NORTHBOROUGH – The White Cliffs mansion may soon become intergenerational housing.
During their Jan. 26 meeting, the committee recommended to the Board of Selectmen that a contract be awarded to Metro West Collaborative Development. The vote was 4-1 with Selectman Julianne Hirsh dissenting.
Hirsh said she didn’t have enough information on the affordable housing need in Northborough, how it is financed and any benefit it is to the town. She questioned how many Northborough residents would qualify.
She said a major criteria was potential use of the property by town residents who have invested in the property.
“The ability for any resident to go on that property and use the community room is very vague,” she said.
How the town got here
Northborough solicited a request for proposals (RFP) for the redevelopment and reuse of the mansion. In total, three developers responded; one proposer was deemed not to have met the minimum criteria.

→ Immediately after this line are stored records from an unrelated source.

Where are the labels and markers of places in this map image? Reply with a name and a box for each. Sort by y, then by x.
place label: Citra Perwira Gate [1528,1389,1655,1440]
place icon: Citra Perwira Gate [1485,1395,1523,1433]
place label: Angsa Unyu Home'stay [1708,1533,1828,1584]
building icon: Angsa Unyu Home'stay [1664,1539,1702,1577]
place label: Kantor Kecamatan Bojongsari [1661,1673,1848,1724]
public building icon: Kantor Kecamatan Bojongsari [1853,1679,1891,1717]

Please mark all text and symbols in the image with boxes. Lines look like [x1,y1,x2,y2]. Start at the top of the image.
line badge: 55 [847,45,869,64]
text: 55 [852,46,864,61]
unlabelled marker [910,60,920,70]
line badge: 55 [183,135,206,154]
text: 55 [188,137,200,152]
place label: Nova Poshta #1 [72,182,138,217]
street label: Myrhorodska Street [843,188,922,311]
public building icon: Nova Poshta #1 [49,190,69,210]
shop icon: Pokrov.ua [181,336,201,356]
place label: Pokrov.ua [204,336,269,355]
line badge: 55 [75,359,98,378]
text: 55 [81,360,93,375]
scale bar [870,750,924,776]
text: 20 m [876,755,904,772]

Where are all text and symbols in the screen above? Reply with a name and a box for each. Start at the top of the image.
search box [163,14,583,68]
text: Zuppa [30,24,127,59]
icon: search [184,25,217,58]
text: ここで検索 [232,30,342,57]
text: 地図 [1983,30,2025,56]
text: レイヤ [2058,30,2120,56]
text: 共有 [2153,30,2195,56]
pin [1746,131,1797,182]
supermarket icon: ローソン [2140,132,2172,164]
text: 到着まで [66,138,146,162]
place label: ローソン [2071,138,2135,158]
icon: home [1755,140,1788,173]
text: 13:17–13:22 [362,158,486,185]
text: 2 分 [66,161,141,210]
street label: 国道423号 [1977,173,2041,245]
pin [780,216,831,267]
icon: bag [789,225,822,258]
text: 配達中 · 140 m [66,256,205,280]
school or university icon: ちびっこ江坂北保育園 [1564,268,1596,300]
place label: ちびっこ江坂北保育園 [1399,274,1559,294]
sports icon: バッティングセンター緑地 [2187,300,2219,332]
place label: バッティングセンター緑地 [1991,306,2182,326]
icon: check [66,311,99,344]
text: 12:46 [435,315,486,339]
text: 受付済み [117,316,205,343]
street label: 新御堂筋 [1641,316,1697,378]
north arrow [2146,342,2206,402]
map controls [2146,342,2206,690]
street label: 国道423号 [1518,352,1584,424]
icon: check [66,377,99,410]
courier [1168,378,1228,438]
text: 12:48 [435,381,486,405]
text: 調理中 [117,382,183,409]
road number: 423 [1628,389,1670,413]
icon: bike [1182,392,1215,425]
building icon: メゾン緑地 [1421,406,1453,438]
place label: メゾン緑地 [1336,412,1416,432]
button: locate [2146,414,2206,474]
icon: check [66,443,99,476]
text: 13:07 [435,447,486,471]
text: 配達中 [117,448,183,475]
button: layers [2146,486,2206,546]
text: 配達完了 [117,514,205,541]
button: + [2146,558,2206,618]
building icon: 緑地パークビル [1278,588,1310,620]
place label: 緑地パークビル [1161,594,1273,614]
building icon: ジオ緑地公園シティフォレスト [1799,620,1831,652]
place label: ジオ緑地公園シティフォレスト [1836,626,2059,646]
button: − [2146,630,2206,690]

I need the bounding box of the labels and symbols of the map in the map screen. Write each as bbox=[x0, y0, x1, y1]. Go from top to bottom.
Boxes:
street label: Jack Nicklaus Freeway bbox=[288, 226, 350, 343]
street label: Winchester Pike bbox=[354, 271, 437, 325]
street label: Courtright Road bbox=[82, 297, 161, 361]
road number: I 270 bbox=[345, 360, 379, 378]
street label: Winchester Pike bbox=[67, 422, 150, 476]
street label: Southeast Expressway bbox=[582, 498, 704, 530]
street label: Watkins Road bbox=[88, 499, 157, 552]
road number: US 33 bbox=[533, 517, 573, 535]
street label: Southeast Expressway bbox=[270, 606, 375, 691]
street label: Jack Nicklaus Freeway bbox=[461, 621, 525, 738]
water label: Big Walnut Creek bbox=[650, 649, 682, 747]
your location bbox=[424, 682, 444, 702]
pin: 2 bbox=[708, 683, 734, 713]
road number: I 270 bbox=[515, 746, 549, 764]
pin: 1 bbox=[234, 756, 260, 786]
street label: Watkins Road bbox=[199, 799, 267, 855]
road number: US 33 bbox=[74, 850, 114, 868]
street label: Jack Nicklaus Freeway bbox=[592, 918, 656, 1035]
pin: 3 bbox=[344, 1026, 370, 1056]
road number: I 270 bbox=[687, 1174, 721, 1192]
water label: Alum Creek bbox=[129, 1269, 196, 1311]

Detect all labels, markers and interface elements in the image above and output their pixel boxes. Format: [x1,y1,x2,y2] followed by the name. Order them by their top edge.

On Jan. 12, the two remaining developers – Metro West Collaborative Development and Historic Artifact Preservation Organization (HAPO) – presented their proposals to the White Cliffs Committee.
After that meeting, committee members filled out grading matrices. According to Brett Pelletier, HAPO received 67 points, and Metro West received 112.
While HAPO sought to develop collaborative workspace and an event venue, Metro West proposed the construction of 52 units of rental housing.
During the meeting, members praised the creativity of HAPO’s presentation, but some voiced concern about their experience. Member Tom Reardon said HAPO’s ideas didn’t go together. He added that their methodology called for using volunteer labor and donations to restore the property.
“That’s a nonstarter for me,” Reardon said. “They don’t even know what the Secretary of Interior’s guidelines are for the procedures and the methods you use to restore a historic property.”
Chair Todd Helwig said he didn’t think it met any of the criteria of what the committee was looking for.
“I don’t believe we ever really got numbers from them, and whatever scanty numbers we had didn’t seem close to being able to preserve the White Cliffs structure which was the primary mission that we were charged with,” Helwig said.
In their response to the RFP, HAPO estimated that the total development would cost $3.8 million. The study done by DBVW indicated that it would cost between $6 to $11 million to do any rehabilitation or adaptive reuse of the property, Pelletier said.
According to Pelletier, they requested financial backups, resumes on the principals, presentation files and additional budget. As of the meeting, they hadn’t received them.
Members noted that Metro West has worked together as a team and have experience working with historic properties and affordable housing.
“I think the town needs housing. I like the idea of having affordable housing. I think it’s important to the community,” member Norm Corbin said. “I’m proud that we have 10% [affordable housing] and can do better.
“I really don’t think that we need more office space, even if we call it cooperative offices. I don’t think we need food truck pads on that property. Any small units that he wants to put in are unique, and they might be good for little start-ups, but honestly, I don’t envision them on the property,” said Corbin.
Member Diana Nicklaus said that during the feasibility phase, she hadn’t been excited about the idea of housing being added to the site.
“But after hearing and reading what Metro West has done on other sites, I think this would be a brilliant solution for many reasons,” Nicklaus said.
Helwig noted that the committee received public comment via email, who he said were opposed to Metro West’s project.